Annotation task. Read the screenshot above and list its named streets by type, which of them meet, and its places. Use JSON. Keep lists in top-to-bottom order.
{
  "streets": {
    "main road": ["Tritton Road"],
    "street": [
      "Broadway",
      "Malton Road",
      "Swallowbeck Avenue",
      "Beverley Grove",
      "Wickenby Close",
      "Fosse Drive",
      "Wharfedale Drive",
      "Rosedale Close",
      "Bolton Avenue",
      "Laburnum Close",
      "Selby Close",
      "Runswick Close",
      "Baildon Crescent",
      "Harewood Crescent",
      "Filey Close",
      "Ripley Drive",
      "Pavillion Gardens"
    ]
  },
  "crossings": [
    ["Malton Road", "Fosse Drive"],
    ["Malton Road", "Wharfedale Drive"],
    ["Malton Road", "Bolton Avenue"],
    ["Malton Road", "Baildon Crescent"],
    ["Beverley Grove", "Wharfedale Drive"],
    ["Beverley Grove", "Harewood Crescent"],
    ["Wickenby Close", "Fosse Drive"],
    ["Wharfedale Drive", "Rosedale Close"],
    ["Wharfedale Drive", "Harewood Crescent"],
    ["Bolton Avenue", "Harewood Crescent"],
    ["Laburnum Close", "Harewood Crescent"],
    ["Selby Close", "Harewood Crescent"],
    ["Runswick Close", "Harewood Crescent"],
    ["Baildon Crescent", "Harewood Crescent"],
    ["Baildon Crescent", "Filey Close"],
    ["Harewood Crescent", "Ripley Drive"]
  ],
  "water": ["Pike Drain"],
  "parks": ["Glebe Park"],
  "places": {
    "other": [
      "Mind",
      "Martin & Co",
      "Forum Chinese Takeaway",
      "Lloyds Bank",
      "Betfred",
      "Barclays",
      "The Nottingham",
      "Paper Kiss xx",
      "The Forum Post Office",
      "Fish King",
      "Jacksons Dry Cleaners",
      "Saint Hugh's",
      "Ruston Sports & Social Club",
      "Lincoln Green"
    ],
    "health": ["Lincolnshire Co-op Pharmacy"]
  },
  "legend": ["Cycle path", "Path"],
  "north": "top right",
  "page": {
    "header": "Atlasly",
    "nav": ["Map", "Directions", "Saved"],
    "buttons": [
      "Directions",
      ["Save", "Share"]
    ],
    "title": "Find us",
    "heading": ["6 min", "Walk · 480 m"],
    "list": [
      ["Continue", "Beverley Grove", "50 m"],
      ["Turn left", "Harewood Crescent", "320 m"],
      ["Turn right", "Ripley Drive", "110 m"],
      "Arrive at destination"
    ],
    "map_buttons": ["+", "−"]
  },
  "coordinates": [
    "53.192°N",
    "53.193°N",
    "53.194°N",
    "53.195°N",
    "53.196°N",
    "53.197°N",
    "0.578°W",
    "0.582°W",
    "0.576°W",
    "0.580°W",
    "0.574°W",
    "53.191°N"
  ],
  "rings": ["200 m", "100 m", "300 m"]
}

_Requirement:_
The answer must be the full listing, repeated word for word.

_Task solution:_
Annotation task. Read the screenshot above and list its named streets by type, which of them meet, and its places. Use JSON. Keep lists in top-to-bottom order.
{
  "streets": {
    "main road": ["Tritton Road"],
    "street": [
      "Broadway",
      "Malton Road",
      "Swallowbeck Avenue",
      "Beverley Grove",
      "Wickenby Close",
      "Fosse Drive",
      "Wharfedale Drive",
      "Rosedale Close",
      "Bolton Avenue",
      "Laburnum Close",
      "Selby Close",
      "Runswick Close",
      "Baildon Crescent",
      "Harewood Crescent",
      "Filey Close",
      "Ripley Drive",
      "Pavillion Gardens"
    ]
  },
  "crossings": [
    ["Malton Road", "Fosse Drive"],
    ["Malton Road", "Wharfedale Drive"],
    ["Malton Road", "Bolton Avenue"],
    ["Malton Road", "Baildon Crescent"],
    ["Beverley Grove", "Wharfedale Drive"],
    ["Beverley Grove", "Harewood Crescent"],
    ["Wickenby Close", "Fosse Drive"],
    ["Wharfedale Drive", "Rosedale Close"],
    ["Wharfedale Drive", "Harewood Crescent"],
    ["Bolton Avenue", "Harewood Crescent"],
    ["Laburnum Close", "Harewood Crescent"],
    ["Selby Close", "Harewood Crescent"],
    ["Runswick Close", "Harewood Crescent"],
    ["Baildon Crescent", "Harewood Crescent"],
    ["Baildon Crescent", "Filey Close"],
    ["Harewood Crescent", "Ripley Drive"]
  ],
  "water": ["Pike Drain"],
  "parks": ["Glebe Park"],
  "places": {
    "other": [
      "Mind",
      "Martin & Co",
      "Forum Chinese Takeaway",
      "Lloyds Bank",
      "Betfred",
      "Barclays",
      "The Nottingham",
      "Paper Kiss xx",
      "The Forum Post Office",
      "Fish King",
      "Jacksons Dry Cleaners",
      "Saint Hugh's",
      "Ruston Sports & Social Club",
      "Lincoln Green"
    ],
    "health": ["Lincolnshire Co-op Pharmacy"]
  },
  "legend": ["Cycle path", "Path"],
  "north": "top right",
  "page": {
    "header": "Atlasly",
    "nav": ["Map", "Directions", "Saved"],
    "buttons": [
      "Directions",
      ["Save", "Share"]
    ],
    "title": "Find us",
    "heading": ["6 min", "Walk · 480 m"],
    "list": [
      ["Continue", "Beverley Grove", "50 m"],
      ["Turn left", "Harewood Crescent", "320 m"],
      ["Turn right", "Ripley Drive", "110 m"],
      "Arrive at destination"
    ],
    "map_buttons": ["+", "−"]
  },
  "coordinates": [
    "53.192°N",
    "53.193°N",
    "53.194°N",
    "53.195°N",
    "53.196°N",
    "53.197°N",
    "0.578°W",
    "0.582°W",
    "0.576°W",
    "0.580°W",
    "0.574°W",
    "53.191°N"
  ],
  "rings": ["200 m", "100 m", "300 m"]
}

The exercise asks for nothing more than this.